To solve this problem, we need to use the concept of chemical equilibrium. At equilibrium, the rates of the forward and reverse reactions are equal, so the concentrations of the reactants and products are constant.

In the first equilibrium, the reaction is:

CO + H2O <-> CO2 + H2

We are given that the initial amounts of CO and H2O are 31 mol and 30 mol, respectively, and the final amounts are 9 mol and 8 mol, respectively. We can use these values to calculate the equilibrium constant, K, for the reaction:

K = [CO2][H2] / [CO][H2O]

Substituting the given values, we get:

K = (22 mol) / (9 mol)(8 mol) = 3.11

In the second equilibrium, we have added 7.5 mol of water, so the amount of CO and H2O at equilibrium will be slightly different. Let's call the new amounts x and y, respectively. The reaction at equilibrium is still:

CO + H2O <-> CO2 + H2

The equilibrium constant expression remains the same, so we can set up the following equation:

K = [CO2][H2] / [CO][H2O]

Substituting the known values and solving for [CO2], we get:

[CO2] = K[CO][H2O] / [H2]
= (3.11)(9 mol)(y mol) / (22 mol)

We know that the total number of moles of CO and H2O is the sum of the initial amount and the amount added, or 31 mol + 7.5 mol = 38.5 mol. We also know that the total number of moles of CO and H2O at equilibrium must be equal to the total number of moles initially, or 38.5 mol. Therefore, we can set up the following equation:

x mol + y mol = 38.5 mol

Substituting this equation into the equation for [CO2] and solving for [CO2], we get:

[CO2] = (3.11)(9 mol)(38.5 mol - x mol) / (22 mol)
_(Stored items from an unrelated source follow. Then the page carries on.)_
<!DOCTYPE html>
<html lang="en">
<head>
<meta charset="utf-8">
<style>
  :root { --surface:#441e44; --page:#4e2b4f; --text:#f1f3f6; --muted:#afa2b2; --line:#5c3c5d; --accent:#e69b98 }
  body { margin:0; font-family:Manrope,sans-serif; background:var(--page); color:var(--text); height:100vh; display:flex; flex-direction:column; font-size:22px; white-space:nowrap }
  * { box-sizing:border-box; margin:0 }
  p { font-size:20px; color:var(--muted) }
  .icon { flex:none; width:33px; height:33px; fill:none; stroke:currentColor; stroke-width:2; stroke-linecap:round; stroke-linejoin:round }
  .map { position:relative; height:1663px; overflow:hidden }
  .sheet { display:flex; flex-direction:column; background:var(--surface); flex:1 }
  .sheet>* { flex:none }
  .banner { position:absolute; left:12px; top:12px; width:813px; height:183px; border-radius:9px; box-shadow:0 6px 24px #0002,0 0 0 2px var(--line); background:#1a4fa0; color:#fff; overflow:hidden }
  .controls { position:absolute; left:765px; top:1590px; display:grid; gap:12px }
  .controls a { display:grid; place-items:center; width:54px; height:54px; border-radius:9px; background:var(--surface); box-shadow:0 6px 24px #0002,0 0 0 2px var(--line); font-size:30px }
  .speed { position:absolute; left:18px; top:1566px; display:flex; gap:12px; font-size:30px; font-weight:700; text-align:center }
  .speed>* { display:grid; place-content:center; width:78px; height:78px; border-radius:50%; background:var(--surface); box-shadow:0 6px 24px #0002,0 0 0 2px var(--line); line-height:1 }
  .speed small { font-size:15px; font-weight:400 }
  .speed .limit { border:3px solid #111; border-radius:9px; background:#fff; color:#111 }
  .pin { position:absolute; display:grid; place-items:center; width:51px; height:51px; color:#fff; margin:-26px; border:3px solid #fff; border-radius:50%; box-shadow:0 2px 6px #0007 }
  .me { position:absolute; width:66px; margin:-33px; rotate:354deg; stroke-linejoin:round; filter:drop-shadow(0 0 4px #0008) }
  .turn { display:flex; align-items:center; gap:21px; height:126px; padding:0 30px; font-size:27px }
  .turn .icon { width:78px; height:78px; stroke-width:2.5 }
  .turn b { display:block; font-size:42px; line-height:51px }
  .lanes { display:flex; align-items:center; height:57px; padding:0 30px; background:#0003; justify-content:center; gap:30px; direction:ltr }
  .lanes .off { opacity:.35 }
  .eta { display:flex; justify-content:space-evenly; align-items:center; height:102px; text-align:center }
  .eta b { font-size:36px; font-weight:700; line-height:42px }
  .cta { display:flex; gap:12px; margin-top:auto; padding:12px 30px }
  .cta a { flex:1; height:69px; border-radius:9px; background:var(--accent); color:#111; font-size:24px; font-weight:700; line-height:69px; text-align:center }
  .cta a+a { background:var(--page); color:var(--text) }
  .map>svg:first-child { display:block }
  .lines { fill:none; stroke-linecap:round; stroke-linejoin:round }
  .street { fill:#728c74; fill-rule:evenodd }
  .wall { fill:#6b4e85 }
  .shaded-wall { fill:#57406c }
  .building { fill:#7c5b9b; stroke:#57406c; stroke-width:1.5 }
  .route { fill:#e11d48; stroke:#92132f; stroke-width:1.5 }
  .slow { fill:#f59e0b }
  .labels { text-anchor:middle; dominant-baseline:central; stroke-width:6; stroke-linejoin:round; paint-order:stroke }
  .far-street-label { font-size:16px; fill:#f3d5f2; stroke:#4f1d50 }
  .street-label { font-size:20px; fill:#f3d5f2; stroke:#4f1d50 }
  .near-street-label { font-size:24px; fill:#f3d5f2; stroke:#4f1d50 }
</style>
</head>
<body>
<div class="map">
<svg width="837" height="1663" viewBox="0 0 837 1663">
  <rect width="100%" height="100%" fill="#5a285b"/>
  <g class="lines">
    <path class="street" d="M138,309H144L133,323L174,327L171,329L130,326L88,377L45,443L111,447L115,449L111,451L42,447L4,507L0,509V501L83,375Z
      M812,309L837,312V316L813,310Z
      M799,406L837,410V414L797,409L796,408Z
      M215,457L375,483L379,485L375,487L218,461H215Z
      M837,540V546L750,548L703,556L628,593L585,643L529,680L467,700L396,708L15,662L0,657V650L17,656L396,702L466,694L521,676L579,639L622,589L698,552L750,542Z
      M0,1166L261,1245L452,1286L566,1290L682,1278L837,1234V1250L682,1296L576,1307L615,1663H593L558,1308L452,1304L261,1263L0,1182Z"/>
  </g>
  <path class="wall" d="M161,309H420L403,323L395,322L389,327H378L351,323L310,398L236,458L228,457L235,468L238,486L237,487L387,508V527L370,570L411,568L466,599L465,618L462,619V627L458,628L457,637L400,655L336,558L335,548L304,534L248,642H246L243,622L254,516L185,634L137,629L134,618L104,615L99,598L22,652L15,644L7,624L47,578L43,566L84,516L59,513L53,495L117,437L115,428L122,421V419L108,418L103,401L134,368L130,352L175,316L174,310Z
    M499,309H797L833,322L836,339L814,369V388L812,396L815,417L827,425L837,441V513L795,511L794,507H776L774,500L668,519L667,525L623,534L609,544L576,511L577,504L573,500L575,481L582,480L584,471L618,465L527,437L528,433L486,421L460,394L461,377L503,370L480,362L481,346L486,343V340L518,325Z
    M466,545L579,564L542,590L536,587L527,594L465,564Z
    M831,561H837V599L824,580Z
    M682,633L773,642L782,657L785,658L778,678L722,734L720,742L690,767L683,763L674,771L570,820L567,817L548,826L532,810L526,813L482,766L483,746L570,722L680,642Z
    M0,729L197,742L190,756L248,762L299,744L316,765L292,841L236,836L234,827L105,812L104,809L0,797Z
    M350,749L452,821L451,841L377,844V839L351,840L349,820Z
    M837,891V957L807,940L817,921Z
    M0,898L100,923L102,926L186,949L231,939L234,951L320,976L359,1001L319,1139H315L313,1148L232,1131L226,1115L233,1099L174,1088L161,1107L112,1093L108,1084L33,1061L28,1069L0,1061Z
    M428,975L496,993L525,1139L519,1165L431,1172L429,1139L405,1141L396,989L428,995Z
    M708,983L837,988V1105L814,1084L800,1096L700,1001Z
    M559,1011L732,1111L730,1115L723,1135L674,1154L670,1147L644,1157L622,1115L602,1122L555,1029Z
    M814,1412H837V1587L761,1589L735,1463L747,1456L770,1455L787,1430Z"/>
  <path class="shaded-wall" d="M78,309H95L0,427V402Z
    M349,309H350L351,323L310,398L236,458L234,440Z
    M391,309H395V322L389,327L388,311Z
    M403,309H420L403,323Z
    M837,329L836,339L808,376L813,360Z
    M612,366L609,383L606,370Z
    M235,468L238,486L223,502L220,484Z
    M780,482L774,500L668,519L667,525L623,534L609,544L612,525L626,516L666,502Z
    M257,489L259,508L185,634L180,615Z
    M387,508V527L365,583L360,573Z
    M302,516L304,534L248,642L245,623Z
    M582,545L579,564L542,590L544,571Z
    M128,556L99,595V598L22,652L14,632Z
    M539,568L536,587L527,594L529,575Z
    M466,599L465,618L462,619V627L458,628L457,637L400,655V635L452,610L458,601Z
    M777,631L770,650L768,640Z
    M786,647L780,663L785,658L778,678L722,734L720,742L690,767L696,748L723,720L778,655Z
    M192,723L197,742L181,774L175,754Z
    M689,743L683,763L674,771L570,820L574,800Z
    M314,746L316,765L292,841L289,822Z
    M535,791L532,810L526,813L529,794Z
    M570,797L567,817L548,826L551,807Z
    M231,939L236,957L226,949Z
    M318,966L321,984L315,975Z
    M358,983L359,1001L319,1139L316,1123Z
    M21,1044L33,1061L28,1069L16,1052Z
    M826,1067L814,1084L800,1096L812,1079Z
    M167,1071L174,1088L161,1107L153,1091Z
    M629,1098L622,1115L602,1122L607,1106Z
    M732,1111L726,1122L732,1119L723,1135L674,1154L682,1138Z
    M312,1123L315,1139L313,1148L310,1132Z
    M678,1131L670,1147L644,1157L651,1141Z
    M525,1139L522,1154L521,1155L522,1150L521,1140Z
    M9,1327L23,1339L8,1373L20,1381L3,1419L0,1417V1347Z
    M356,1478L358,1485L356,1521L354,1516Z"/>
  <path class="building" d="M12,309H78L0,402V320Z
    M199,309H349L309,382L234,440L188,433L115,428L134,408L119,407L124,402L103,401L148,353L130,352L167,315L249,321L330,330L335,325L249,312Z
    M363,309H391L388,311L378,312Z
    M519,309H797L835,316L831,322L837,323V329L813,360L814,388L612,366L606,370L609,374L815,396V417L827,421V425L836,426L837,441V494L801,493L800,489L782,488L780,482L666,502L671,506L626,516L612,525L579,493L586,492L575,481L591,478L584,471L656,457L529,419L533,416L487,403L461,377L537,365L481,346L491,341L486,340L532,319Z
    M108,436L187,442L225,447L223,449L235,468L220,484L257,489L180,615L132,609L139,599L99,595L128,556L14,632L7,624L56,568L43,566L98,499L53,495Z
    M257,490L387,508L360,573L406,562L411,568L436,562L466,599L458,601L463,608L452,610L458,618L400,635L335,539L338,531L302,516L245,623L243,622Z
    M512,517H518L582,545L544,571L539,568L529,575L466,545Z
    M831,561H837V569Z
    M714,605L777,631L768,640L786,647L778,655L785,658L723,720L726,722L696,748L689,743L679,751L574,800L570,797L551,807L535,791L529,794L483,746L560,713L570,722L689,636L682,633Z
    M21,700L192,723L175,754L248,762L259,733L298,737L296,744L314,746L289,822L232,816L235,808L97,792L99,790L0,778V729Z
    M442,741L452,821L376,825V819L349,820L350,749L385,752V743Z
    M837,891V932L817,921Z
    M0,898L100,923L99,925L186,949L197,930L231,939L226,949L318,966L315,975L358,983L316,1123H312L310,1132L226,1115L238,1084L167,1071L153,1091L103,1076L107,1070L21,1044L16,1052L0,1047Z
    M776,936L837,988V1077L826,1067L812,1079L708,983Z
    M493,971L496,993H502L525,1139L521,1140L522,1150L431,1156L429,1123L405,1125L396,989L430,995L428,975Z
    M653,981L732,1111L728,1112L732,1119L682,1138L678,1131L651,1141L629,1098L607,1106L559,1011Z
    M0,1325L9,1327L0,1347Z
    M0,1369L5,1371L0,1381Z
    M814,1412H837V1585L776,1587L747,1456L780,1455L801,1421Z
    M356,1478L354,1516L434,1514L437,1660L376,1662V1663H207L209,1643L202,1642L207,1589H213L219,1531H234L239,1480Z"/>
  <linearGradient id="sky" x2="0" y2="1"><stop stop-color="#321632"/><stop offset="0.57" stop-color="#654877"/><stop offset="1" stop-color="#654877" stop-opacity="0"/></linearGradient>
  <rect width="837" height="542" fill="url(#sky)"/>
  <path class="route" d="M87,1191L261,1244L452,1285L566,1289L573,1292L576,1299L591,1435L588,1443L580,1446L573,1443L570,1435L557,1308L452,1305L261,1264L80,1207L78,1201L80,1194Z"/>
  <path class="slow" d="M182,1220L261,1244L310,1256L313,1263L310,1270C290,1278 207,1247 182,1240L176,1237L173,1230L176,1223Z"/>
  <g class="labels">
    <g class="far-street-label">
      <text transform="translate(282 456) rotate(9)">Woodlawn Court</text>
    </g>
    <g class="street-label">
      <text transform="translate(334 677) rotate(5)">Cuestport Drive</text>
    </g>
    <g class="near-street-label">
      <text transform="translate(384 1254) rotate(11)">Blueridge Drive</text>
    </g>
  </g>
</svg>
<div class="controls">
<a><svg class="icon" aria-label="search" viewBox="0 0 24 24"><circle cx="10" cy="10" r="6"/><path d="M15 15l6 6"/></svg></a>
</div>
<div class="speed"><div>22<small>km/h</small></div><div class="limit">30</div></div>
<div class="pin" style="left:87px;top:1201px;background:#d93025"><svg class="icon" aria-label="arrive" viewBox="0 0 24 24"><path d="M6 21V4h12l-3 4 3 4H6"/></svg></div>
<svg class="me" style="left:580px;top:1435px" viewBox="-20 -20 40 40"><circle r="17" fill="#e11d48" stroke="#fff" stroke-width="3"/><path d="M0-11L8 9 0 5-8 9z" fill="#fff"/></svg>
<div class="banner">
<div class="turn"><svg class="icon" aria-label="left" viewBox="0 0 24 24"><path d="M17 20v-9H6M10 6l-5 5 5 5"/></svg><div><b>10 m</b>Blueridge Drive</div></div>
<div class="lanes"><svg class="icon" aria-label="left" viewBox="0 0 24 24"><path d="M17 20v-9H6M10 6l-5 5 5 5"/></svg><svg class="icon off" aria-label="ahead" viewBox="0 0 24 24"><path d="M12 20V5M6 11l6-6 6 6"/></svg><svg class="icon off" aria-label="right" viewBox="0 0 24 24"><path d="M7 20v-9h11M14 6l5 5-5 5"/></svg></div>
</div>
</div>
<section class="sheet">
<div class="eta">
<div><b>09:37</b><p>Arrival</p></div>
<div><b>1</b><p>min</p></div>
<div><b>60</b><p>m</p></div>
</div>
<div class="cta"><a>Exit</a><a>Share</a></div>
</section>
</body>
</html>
We can't solve this equation directly, because we don't know the value of x. However, we do know that the equilibrium concentration of CO must be equal to the initial concentration minus the concentration of CO2, or 9 mol - [CO2] mol. We can substitute this expression into the equation for [CO2] and solve for [CO2]:

[CO2] = (3.11)(9 mol)(38.5 mol - (9 mol - [CO2] mol)) / (22 mol)

Solving this equation, we find that [CO2] = 16.9 mol.

Therefore, the final concentration of CO2 after the second equilibrium is reached is 16.9 mol.